ACTIVITY —
Copy out the entire listing below exactly, but without its pictures.

INPUT DATA —
-- -- --

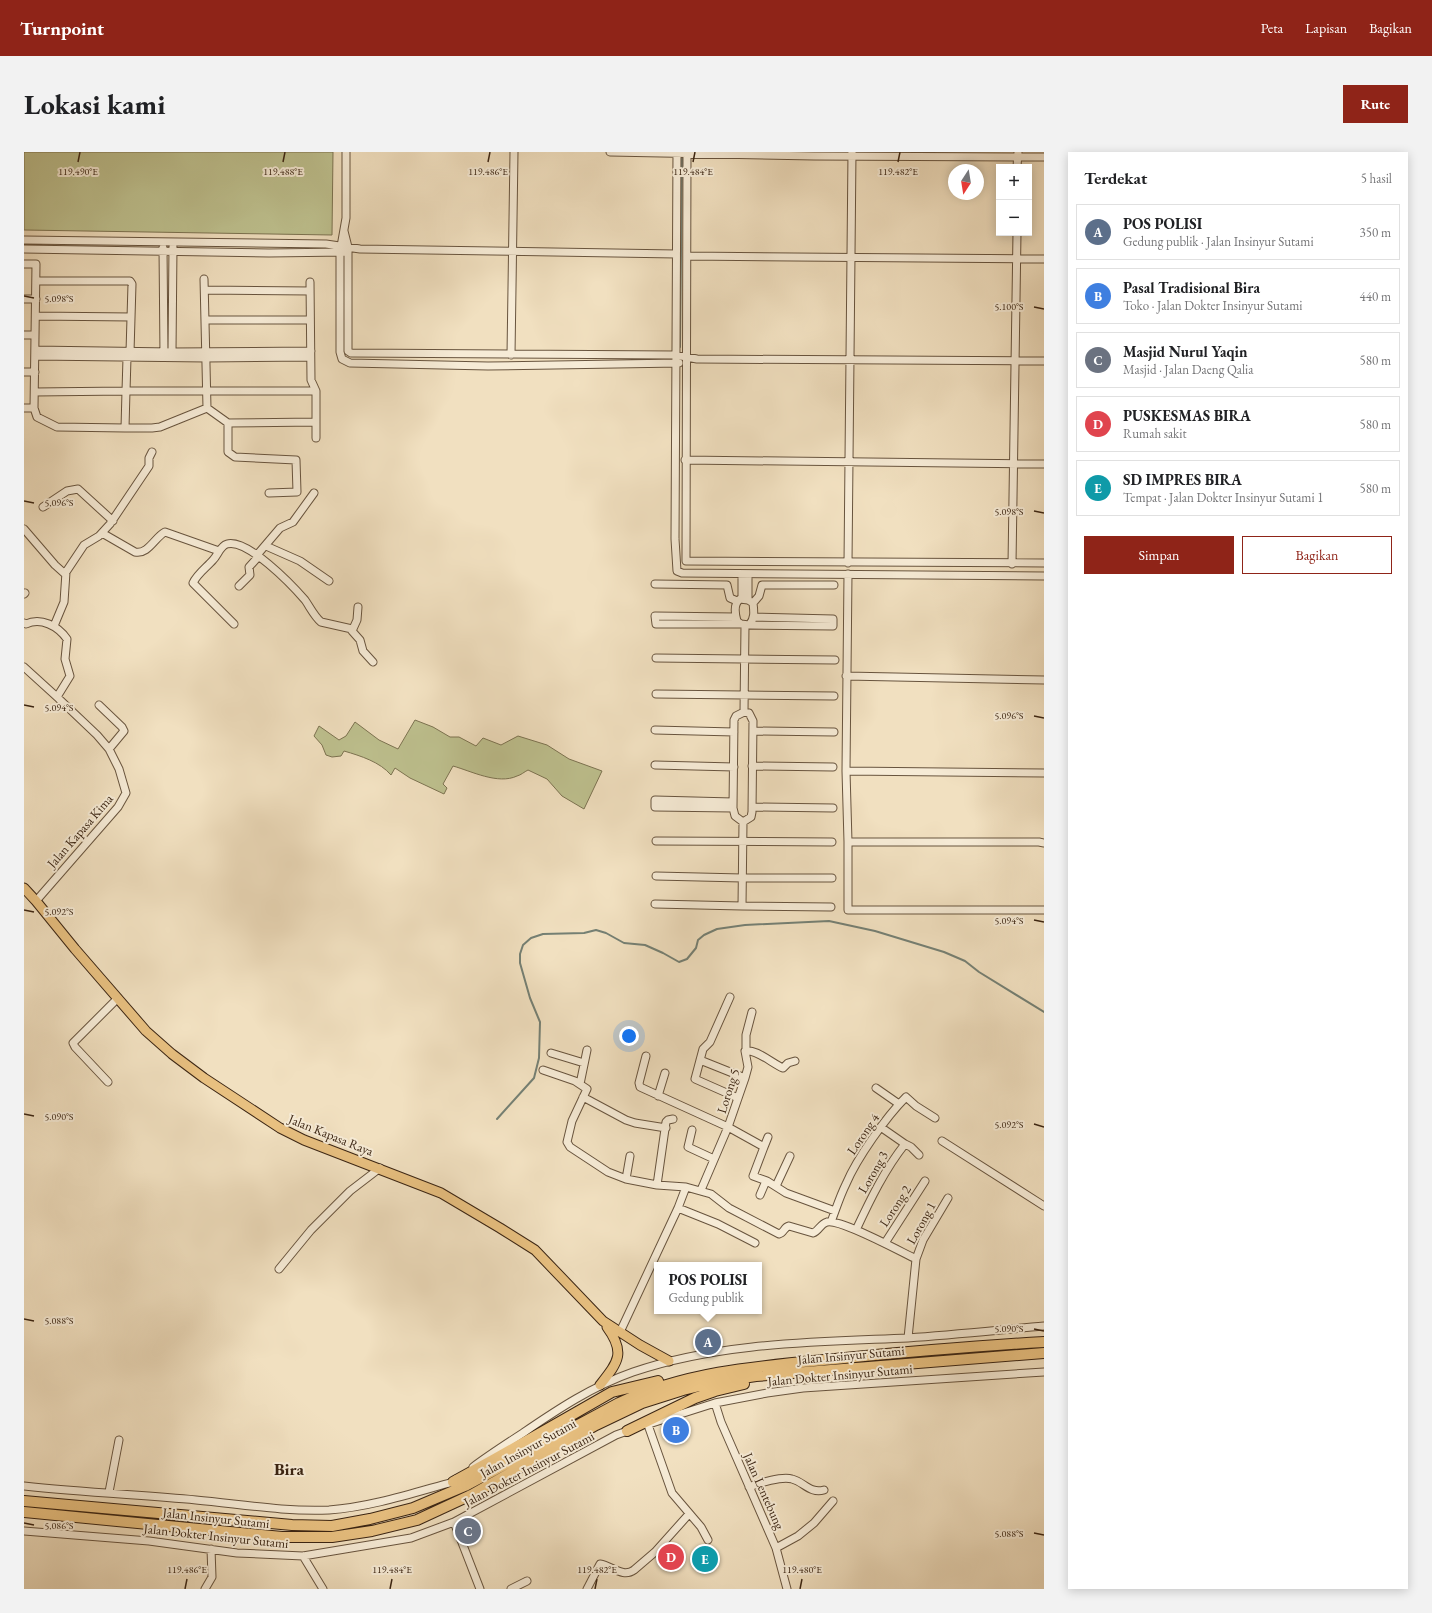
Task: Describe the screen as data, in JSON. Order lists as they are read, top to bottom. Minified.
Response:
{"streets":{"highway":["Jalan Insinyur Sutami"],"main road":["Jalan Kapasa Raya"],"street":["Jalan Kapasa Kima","Lorong 5","Lorong 4","Lorong 3","Lorong 2","Lorong 1","Jalan Dokter Insinyur Sutami","Jalan Lentebung"]},"crossings":[["Jalan Kapasa Kima","Jalan Kapasa Raya"],["Jalan Dokter Insinyur Sutami","Jalan Lentebung"]],"districts":["Bira"],"north":"bottom","page":{"header":"Turnpoint","nav":["Peta","Lapisan","Bagikan"],"buttons":["Rute",["Simpan","Bagikan"]],"title":"Lokasi kami","heading":["Terdekat","5 hasil"],"map_buttons":["+","−"],"list":[{"mark":"A","name":"POS POLISI","note":"Gedung publik · Jalan Insinyur Sutami","value":"350 m"},{"mark":"B","name":"Pasal Tradisional Bira","note":"Toko · Jalan Dokter Insinyur Sutami","value":"440 m"},{"mark":"C","name":"Masjid Nurul Yaqin","note":"Masjid · Jalan Daeng Qalia","value":"580 m"},{"mark":"D","name":"PUSKESMAS BIRA","note":"Rumah sakit","value":"580 m"},{"mark":"E","name":"SD IMPRES BIRA","note":"Tempat · Jalan Dokter Insinyur Sutami 1","value":"580 m"}],"popup":["POS POLISI","Gedung publik"],"pins":["A","B","C","D","E"]},"coordinates":["119.490°E","119.488°E","119.486°E","119.484°E","119.482°E","5.098°S","5.100°S","5.096°S","5.094°S","5.092°S","5.090°S","5.088°S","5.086°S","119.480°E"]}
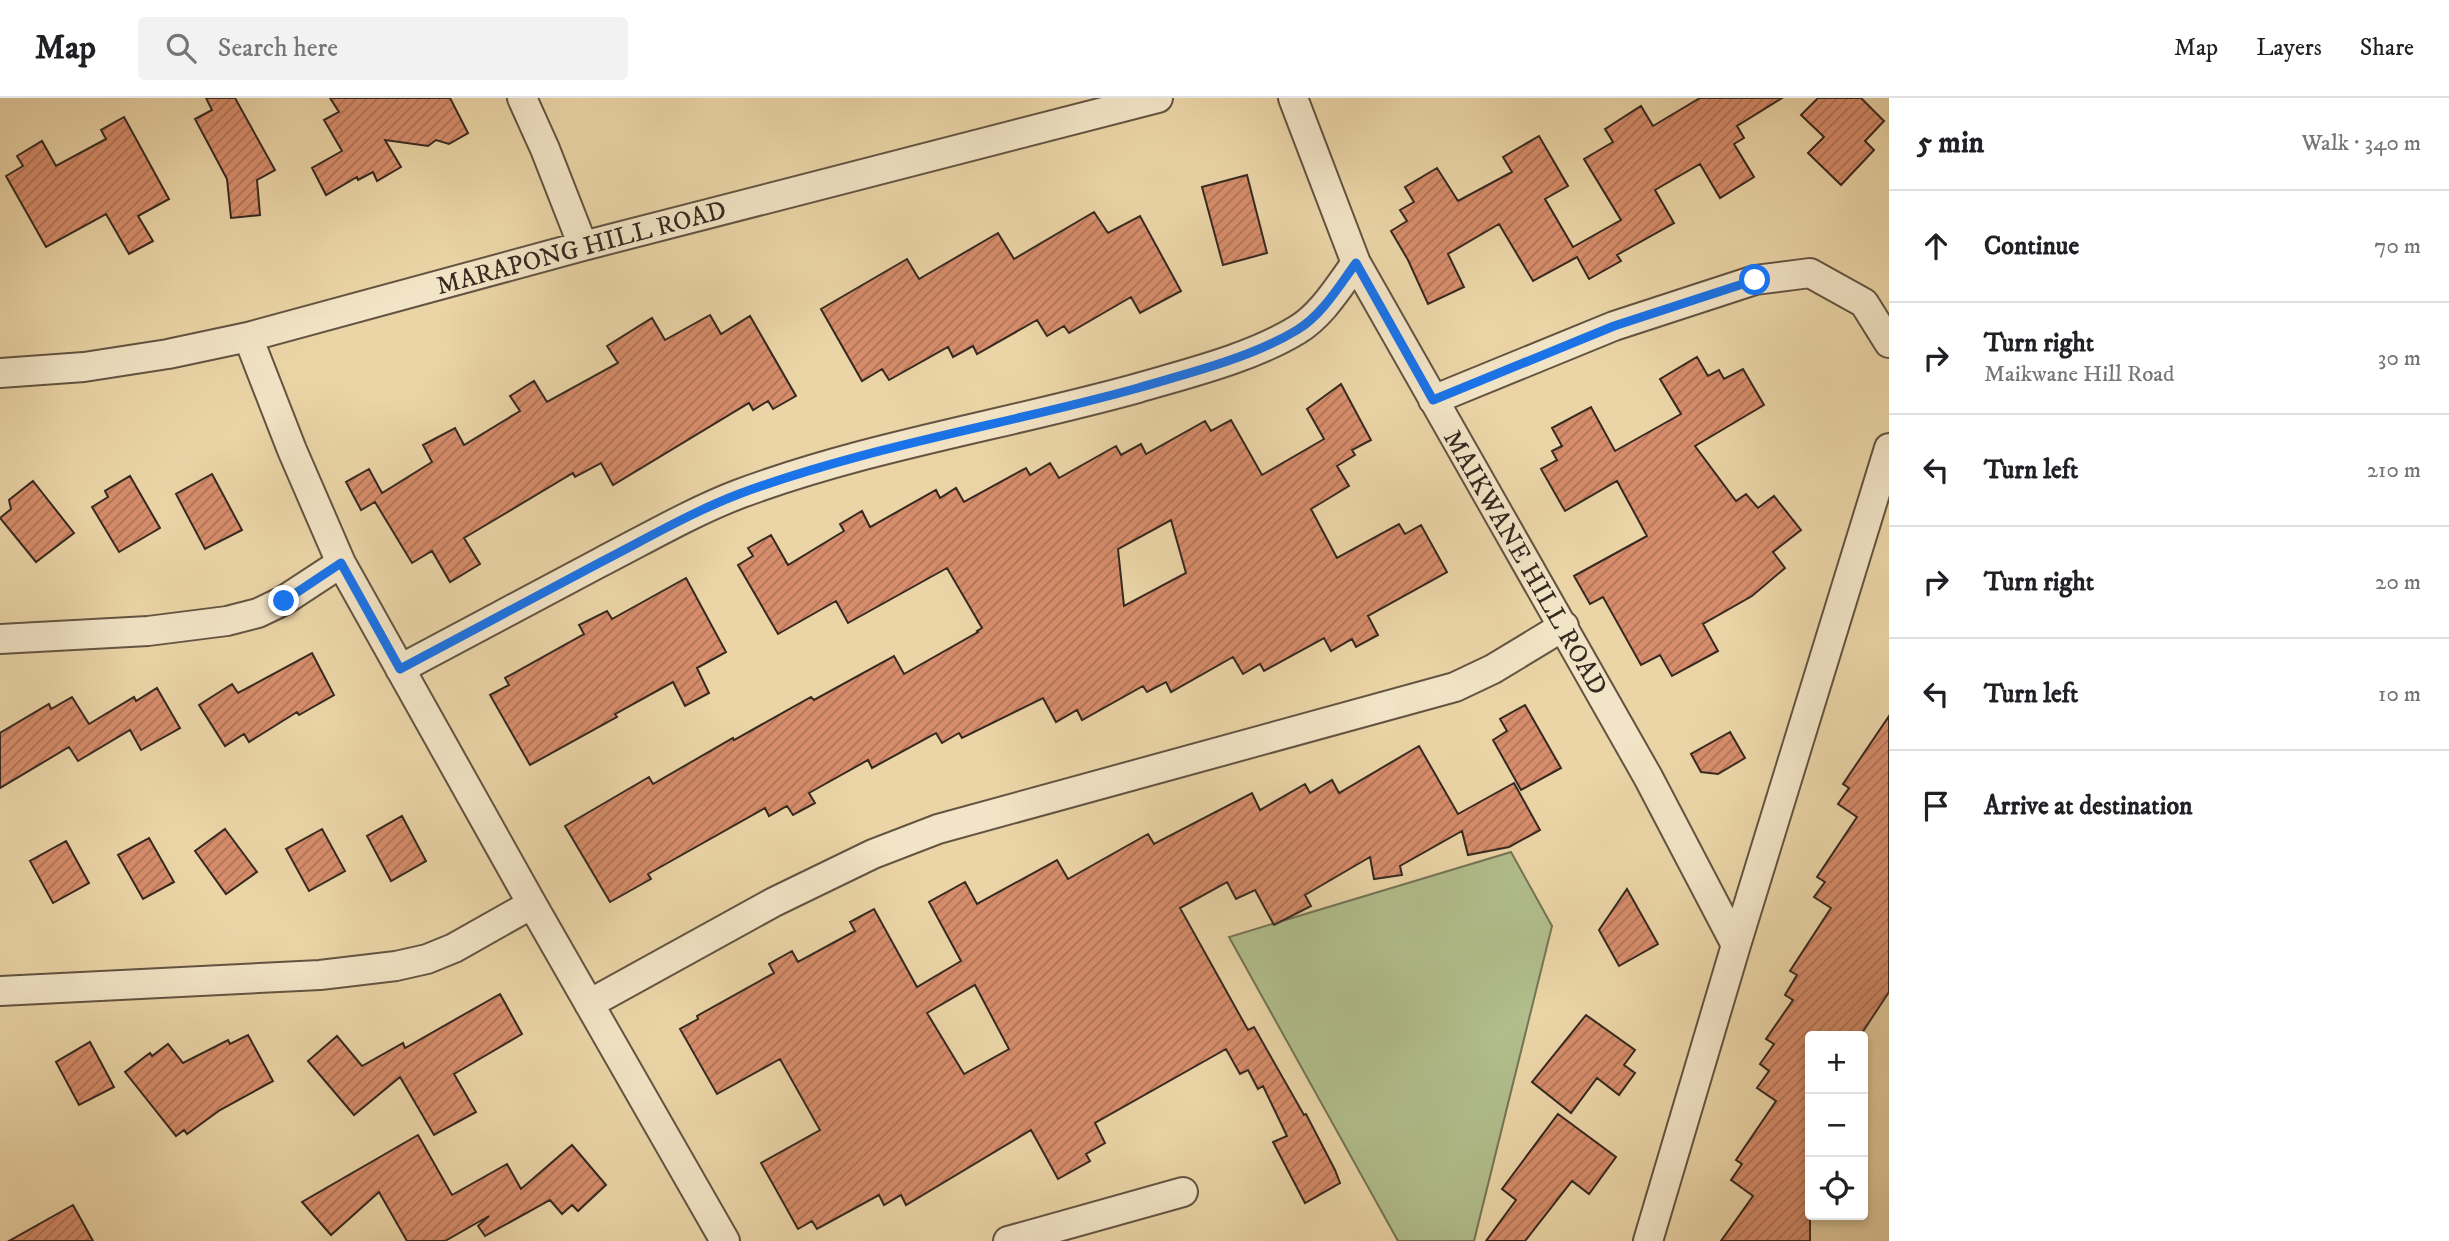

-- -- --

THE ANSWER —
Task: Describe the screen as data, in JSON. Order lists as they are read, top to bottom. Minified.
Response:
{"streets":{"highway":["Jalan Insinyur Sutami"],"main road":["Jalan Kapasa Raya"],"street":["Jalan Kapasa Kima","Lorong 5","Lorong 4","Lorong 3","Lorong 2","Lorong 1","Jalan Dokter Insinyur Sutami","Jalan Lentebung"]},"crossings":[["Jalan Kapasa Kima","Jalan Kapasa Raya"],["Jalan Dokter Insinyur Sutami","Jalan Lentebung"]],"districts":["Bira"],"north":"bottom","page":{"header":"Turnpoint","nav":["Peta","Lapisan","Bagikan"],"buttons":["Rute",["Simpan","Bagikan"]],"title":"Lokasi kami","heading":["Terdekat","5 hasil"],"map_buttons":["+","−"],"list":[{"mark":"A","name":"POS POLISI","note":"Gedung publik · Jalan Insinyur Sutami","value":"350 m"},{"mark":"B","name":"Pasal Tradisional Bira","note":"Toko · Jalan Dokter Insinyur Sutami","value":"440 m"},{"mark":"C","name":"Masjid Nurul Yaqin","note":"Masjid · Jalan Daeng Qalia","value":"580 m"},{"mark":"D","name":"PUSKESMAS BIRA","note":"Rumah sakit","value":"580 m"},{"mark":"E","name":"SD IMPRES BIRA","note":"Tempat · Jalan Dokter Insinyur Sutami 1","value":"580 m"}],"popup":["POS POLISI","Gedung publik"],"pins":["A","B","C","D","E"]},"coordinates":["119.490°E","119.488°E","119.486°E","119.484°E","119.482°E","5.098°S","5.100°S","5.096°S","5.094°S","5.092°S","5.090°S","5.088°S","5.086°S","119.480°E"]}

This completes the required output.